Le tambolero samario Jorge Posada débute l’apprentissage de la percussion de la Côte atlantique de façon autodidacte. Plus tard, entre 1985 et 1987, il rejoint les Beaux-Arts de Santa Marta. Ses connaissances et sa sensibilité musicale l'amènent à rejoindre le groupe de danses traditionnelles  de l'Université du Magdalena, où il apprend et approfondit l'art du tambour. Se confirmant comme l'un des percussionnistes les plus brillants du répertoire costeño de sa génération, Jorge Posada intègre le Ballet National de Colombie Sonia Osorio, avec lequel il parvient à conquérir les scènes les plus prestigieuses des Amériques et de l'Europe. Jorge Posada est un percussionniste complet qui domine tant le répertoire traditionnel de son pays, que les musiques populaires des Caraïbes hispaniques.
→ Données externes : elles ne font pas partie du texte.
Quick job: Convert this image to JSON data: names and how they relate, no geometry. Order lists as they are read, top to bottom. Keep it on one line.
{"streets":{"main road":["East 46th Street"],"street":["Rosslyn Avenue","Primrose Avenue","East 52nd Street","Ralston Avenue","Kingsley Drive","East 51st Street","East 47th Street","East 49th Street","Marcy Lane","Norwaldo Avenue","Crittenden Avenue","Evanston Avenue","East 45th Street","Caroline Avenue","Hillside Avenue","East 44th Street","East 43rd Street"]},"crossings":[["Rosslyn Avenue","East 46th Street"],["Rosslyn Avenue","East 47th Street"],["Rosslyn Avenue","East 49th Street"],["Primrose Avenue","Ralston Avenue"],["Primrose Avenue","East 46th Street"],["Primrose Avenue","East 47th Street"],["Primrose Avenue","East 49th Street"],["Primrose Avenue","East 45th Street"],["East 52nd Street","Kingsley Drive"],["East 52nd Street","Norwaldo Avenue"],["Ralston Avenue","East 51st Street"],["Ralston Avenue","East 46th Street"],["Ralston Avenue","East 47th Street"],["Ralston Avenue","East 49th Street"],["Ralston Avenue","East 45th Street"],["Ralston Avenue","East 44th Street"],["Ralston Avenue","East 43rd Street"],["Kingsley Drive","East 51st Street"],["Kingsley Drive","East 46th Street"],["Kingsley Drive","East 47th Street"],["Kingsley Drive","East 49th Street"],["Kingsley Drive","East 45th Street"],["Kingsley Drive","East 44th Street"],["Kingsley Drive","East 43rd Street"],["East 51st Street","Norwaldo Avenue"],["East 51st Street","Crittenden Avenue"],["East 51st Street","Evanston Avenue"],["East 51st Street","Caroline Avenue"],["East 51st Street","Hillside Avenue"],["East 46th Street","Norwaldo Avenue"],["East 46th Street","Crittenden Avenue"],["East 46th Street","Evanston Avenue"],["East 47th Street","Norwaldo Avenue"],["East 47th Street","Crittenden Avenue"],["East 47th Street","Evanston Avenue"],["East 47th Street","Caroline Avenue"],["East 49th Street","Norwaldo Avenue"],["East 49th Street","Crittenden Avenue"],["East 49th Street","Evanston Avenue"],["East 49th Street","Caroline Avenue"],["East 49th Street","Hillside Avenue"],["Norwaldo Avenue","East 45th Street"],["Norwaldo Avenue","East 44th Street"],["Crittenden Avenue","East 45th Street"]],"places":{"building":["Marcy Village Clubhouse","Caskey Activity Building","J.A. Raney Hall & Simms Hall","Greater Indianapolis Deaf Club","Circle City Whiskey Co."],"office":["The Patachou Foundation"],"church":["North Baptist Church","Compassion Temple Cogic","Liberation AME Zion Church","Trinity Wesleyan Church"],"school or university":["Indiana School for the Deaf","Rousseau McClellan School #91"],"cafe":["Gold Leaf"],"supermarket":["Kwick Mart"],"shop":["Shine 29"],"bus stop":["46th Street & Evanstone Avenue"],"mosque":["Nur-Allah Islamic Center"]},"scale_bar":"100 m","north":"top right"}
Il a eu l’opportunité de participer à des projets tels que l’Orquesta de Juancho Torres, l'orchestre de Yuri Buenaventura, la Nueva Edición de la salsa et le Caribe Big Band entre autres. Habitant en France, Posada a partagé la scène des musiques traditionnelles colombiennes avec des artistes de renommée internationale comme Juan Fernandez (Juan Chuchita) et la reine du bullerengue Petrona Martinez dans le projet « Los hijos de mamá Cumbé », avec la chanteuse lauréate du festival de Viña del Mar (Chili) Maria Mulata, avec Tamboral, Marimba et chirimía et Nilamayé.

La Wey Segura 

Chant, marimba de chonta et tambora

La Wey est né à Guapi Cauca en 1986. Il a commencé ses études musicales à la Maison de la culture de Guapi avec Hector Sanchez et Maria Mercedes Yung. Il fait partie de différents ensembles de musique guapireños qui se sont produits au Festival de Musique du Pacifique Petronio Alvarez. En 2000, il participe à ce même festival avec le groupe Renacer et reçoit en 2002 le premier prix en catégorie libre avec le groupe La llave de Guapi. En 2005, il déménage à Cali puis à Bogotá, où il vit durant presque dix ans. Pendant son séjour à la capitale, La Wey intègre le groupe La Revuelta en tant que percussionniste, puis, en 2007, le groupe Tumbacatre avec lequel il réalise des tournées en Équateur et dans l’ensemble du territoire colombien. Au sein du groupe Kilombo, il se produit en concert dans les prestigieux festivals Ollin Kan au Mexique et Ile Allé à Salvador de Bahia au Brésil. En 2008, il intègre le groupe La Mojarra Eléctrica en tant que percussionniste et chanteur principal. En 2009, il décide de donner plus d'importance à son projet appelé Afrotumbao avec lequel il enregistre sa première production discographique dénommée “No es facil”. La Wey fait également partie du groupe de musique traditionnelle Pambil, avec lequel il fait des tournées en Équateur, au Mexique et en Colombie.